# Sentiment Classification Using TinyBERT 

We will use IMDB Movie Reviews Dataset

# What is `BERT` and `TinyBERT`?

Bidirectional Encoder Representations from Transformers (BERT) is a technique for NLP (Natural Language Processing) pre-training developed by Google. BERT was created and published in 2018 by Jacob Devlin and his colleagues from Google. Google is leveraging BERT to better understand user searches.

BERT is designed to pretrain deep bidirectional representations from
unlabeled text by jointly conditioning on both
left and right context in all layers. As a result, the pre-trained BERT model can be finetuned with just one additional output layer
to create state-of-the-art models for a wide
range of tasks, such as question answering and
language inference, without substantial taskspecific architecture modifications.

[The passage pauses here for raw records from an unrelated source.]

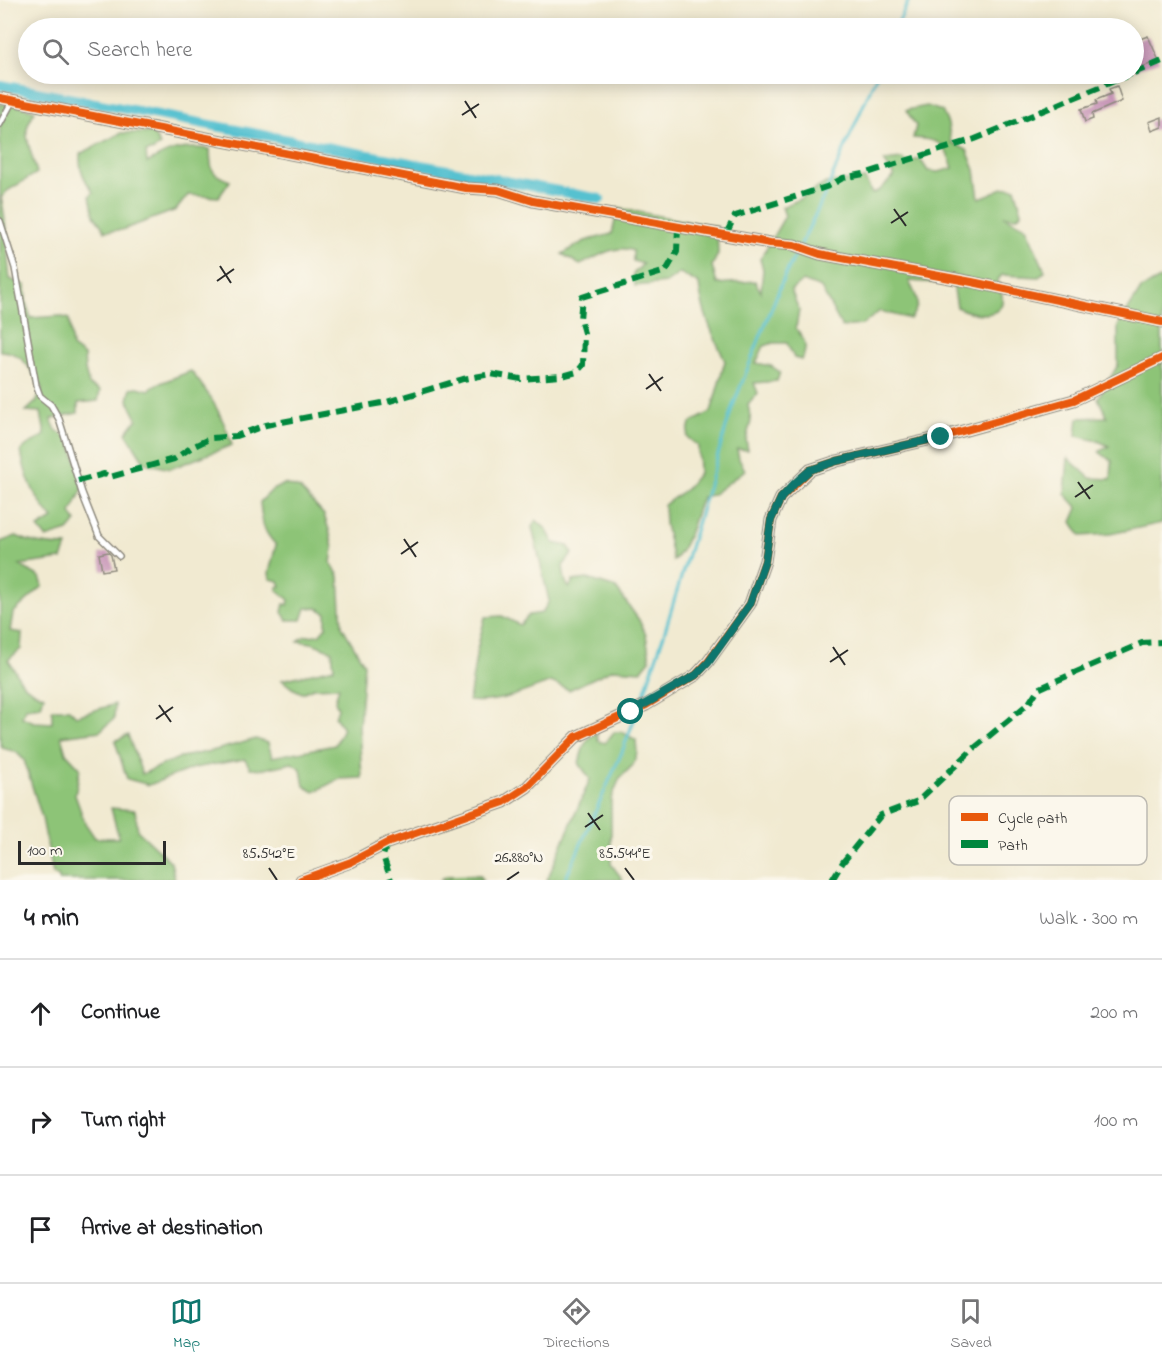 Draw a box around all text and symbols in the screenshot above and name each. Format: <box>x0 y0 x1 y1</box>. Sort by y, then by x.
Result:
search box <box>18 18 1144 84</box>
icon: search <box>39 35 72 68</box>
text: Search here <box>87 35 192 67</box>
route end <box>927 423 953 449</box>
route start <box>617 698 643 724</box>
legend <box>949 796 1147 865</box>
text: Cycle path <box>998 807 1067 831</box>
text: Path <box>998 834 1028 858</box>
scale bar <box>18 838 166 866</box>
text: 100 m <box>27 839 62 863</box>
text: 85.542°E <box>243 843 295 865</box>
text: 85.544°E <box>599 843 651 865</box>
text: 26.880°N <box>495 847 544 869</box>
text: 4 min <box>24 900 79 938</box>
text: Walk · 300 m <box>1039 905 1138 934</box>
icon: ahead <box>24 997 57 1030</box>
text: Continue <box>81 997 160 1029</box>
text: 200 m <box>1090 999 1138 1028</box>
icon: right <box>24 1105 57 1138</box>
text: Turn right <box>81 1105 166 1137</box>
text: 100 m <box>1094 1107 1138 1136</box>
icon: arrive <box>24 1213 57 1246</box>
text: Arrive at destination <box>81 1213 263 1245</box>
tab: Map <box>170 1295 203 1355</box>
tab: Directions <box>543 1295 610 1355</box>
tab: Saved <box>950 1295 992 1355</box>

![alt text](BERT&tinyBERT.png "Title")

There are two existing strategies for applying pre-trained language representations to downstream tasks: feature-based and fine-tuning.

## Why `Transformers`


*   Accurate
*   Can be used for wide variety of task
*   Easy to use
*   It is game changer in NLP


### Additional Reading

Ref BERT:  **Pre-training of Deep Bidirectional Transformers for
Language Understanding**

https://arxiv.org/abs/1810.04805

Understanding searches better than ever before:

https://www.blog.google/products/search/search-language-understanding-bert/

Good Resource to Read More About the BERT: 

http://jalammar.github.io/illustrated-bert/

Visual Guide to Using BERT:
 
http://jalammar.github.io/a-visual-guide-to-using-bert-for-the-first-time/


## Load Data

In [None]:
# !pip install -U transformers
# !pip install -U accelerate
# !pip install -U datasets
# !pip install -U bertviz
# !pip install -U umap-learn
# !pip install seaborn --upgrade

# !pip install -U openpyxl

#### Load Data with Hugging Face Datasets Library

In [1]:
# Don't do in production. Doing now to keep output clean for understanding
import warnings
warnings.filterwarnings('ignore')

In [4]:
import pandas as pd
from datasets import Dataset

data = pd.read_csv('IMDB-Dataset.csv')
data.head()

Unnamed: 0,review,sentiment
0,One of the other reviewers has mentioned that ...,positive
1,A wonderful little production. <br /><br />The...,positive
2,I thought this was a wonderful way to spend ti...,positive
3,Basically there's a family where a little boy ...,negative
4,"Petter Mattei's ""Love in the Time of Money"" is...",positive


In [5]:
dataset = Dataset.from_pandas(data)
dataset = dataset.train_test_split(test_size=0.3)
dataset

DatasetDict({
    train: Dataset({
        features: ['review', 'sentiment'],
        num_rows: 35000
    })
    test: Dataset({
        features: ['review', 'sentiment'],
        num_rows: 15000
    })
})

In [7]:
data['sentiment'].value_counts()

sentiment
positive    25000
negative    25000
Name: count, dtype: int64

In [8]:
label2id = {'negative': 0, 'positive': 1}
id2label = {0:'negative', 1:'positive'}

dataset = dataset.map(lambda x : {'label': label2id[x['sentiment']]})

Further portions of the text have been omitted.